*** Opening of The input ***
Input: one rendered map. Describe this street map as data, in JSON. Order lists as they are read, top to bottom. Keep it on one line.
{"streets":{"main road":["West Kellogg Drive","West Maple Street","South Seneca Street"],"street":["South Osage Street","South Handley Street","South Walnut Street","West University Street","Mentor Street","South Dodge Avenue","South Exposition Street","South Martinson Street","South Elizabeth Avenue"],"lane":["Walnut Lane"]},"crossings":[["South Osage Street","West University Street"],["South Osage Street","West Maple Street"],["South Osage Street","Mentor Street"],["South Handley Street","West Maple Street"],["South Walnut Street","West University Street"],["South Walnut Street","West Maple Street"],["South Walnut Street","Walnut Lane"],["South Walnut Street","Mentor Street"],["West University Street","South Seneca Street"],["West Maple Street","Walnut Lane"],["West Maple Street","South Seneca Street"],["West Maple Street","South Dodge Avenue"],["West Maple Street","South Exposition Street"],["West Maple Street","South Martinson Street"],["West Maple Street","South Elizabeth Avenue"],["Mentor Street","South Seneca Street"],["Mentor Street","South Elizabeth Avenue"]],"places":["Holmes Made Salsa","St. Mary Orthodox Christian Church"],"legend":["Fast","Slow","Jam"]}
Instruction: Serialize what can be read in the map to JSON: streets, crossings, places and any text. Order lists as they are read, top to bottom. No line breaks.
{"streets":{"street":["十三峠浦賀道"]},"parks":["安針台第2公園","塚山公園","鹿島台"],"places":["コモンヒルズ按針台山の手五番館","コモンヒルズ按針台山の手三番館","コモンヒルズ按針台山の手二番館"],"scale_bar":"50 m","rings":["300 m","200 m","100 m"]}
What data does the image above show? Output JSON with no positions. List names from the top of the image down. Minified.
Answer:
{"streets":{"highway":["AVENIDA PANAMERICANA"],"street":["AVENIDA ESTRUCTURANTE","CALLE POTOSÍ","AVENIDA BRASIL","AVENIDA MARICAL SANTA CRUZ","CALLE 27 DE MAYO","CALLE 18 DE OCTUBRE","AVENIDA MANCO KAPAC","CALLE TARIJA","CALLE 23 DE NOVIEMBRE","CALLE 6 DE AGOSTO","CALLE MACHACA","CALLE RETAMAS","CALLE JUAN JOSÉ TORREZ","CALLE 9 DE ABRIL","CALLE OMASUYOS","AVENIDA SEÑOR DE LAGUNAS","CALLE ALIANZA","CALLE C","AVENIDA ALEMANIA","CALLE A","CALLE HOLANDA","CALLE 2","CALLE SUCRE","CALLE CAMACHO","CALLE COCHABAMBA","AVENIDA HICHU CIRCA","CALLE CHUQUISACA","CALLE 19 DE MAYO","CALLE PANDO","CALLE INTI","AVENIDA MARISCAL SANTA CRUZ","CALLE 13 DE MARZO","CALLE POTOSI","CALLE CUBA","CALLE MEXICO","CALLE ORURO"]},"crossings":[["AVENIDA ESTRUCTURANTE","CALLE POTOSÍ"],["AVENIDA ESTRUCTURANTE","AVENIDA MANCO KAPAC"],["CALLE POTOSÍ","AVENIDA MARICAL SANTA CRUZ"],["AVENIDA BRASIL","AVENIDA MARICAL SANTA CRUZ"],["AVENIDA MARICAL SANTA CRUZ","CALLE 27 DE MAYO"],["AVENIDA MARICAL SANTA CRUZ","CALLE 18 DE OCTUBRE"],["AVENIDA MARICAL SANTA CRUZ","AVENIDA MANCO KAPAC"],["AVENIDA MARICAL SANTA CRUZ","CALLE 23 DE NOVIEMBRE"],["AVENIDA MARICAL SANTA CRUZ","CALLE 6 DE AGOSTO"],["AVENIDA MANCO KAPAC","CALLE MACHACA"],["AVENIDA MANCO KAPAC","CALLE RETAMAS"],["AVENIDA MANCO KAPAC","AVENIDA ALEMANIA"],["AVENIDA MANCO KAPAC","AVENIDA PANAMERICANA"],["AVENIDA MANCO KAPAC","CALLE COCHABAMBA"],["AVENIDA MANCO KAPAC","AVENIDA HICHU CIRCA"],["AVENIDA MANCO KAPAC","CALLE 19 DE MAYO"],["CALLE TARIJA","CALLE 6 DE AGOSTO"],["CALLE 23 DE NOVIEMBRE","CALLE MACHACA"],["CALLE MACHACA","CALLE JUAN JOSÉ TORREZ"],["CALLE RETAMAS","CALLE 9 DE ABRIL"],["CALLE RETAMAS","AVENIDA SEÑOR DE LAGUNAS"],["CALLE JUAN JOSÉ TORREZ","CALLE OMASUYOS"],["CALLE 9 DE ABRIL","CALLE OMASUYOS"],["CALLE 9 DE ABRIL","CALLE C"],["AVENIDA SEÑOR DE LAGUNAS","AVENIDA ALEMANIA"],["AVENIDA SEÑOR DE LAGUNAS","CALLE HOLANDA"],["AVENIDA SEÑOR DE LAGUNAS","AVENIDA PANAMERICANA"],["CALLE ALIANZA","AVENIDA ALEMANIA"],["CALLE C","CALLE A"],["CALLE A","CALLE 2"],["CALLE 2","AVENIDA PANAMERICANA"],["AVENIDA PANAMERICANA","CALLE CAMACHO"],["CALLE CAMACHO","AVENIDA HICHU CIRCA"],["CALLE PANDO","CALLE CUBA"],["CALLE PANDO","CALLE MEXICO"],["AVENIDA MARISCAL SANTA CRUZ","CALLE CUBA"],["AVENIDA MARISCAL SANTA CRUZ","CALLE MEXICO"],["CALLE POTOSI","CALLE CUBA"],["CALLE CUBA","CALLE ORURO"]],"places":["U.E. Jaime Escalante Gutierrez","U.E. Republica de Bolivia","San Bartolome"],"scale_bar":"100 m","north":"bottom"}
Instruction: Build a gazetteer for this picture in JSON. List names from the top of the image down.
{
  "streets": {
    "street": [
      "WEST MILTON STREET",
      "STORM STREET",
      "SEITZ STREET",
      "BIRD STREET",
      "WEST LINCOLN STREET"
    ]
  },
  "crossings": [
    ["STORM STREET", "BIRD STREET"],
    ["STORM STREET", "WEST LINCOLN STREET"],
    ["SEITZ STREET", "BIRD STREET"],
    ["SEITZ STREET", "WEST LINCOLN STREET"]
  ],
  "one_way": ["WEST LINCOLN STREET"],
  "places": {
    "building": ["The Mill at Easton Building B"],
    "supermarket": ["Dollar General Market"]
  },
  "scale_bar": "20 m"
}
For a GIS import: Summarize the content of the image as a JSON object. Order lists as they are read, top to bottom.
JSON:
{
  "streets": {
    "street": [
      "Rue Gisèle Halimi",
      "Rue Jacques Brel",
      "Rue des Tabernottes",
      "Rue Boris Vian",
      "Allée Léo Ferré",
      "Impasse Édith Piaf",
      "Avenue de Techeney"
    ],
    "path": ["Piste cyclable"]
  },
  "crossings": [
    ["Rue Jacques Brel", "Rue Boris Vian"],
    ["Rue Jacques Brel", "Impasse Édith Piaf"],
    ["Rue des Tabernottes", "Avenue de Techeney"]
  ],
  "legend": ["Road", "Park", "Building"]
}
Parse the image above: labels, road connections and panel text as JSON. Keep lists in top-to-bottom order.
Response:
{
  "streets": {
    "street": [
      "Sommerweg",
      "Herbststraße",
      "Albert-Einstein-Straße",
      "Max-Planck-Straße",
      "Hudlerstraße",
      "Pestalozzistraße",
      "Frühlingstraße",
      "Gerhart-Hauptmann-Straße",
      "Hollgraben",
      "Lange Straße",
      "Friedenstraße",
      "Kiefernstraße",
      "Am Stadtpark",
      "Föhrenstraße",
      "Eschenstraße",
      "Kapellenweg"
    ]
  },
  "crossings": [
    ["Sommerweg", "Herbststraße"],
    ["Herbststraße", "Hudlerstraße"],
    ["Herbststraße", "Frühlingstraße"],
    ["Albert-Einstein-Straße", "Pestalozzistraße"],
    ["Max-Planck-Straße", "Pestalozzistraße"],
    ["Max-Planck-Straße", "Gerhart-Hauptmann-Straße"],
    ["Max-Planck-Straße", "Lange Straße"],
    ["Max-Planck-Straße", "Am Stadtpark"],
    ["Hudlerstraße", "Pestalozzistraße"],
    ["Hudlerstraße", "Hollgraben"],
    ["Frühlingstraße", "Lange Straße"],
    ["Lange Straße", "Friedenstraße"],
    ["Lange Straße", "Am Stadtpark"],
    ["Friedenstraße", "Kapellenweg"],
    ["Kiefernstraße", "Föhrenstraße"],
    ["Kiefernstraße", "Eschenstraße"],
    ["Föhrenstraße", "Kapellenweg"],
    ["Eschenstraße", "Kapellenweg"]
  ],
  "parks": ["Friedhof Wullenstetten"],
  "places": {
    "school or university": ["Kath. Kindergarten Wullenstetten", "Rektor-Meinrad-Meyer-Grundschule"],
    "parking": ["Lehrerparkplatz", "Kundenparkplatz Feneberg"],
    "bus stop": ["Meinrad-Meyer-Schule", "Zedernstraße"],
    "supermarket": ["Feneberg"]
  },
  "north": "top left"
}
*** Close of The input ***
> _Work to complete_: Line by line, count how many lines of the entries contain the word "Édith", and give only that number.

> _Output_: 2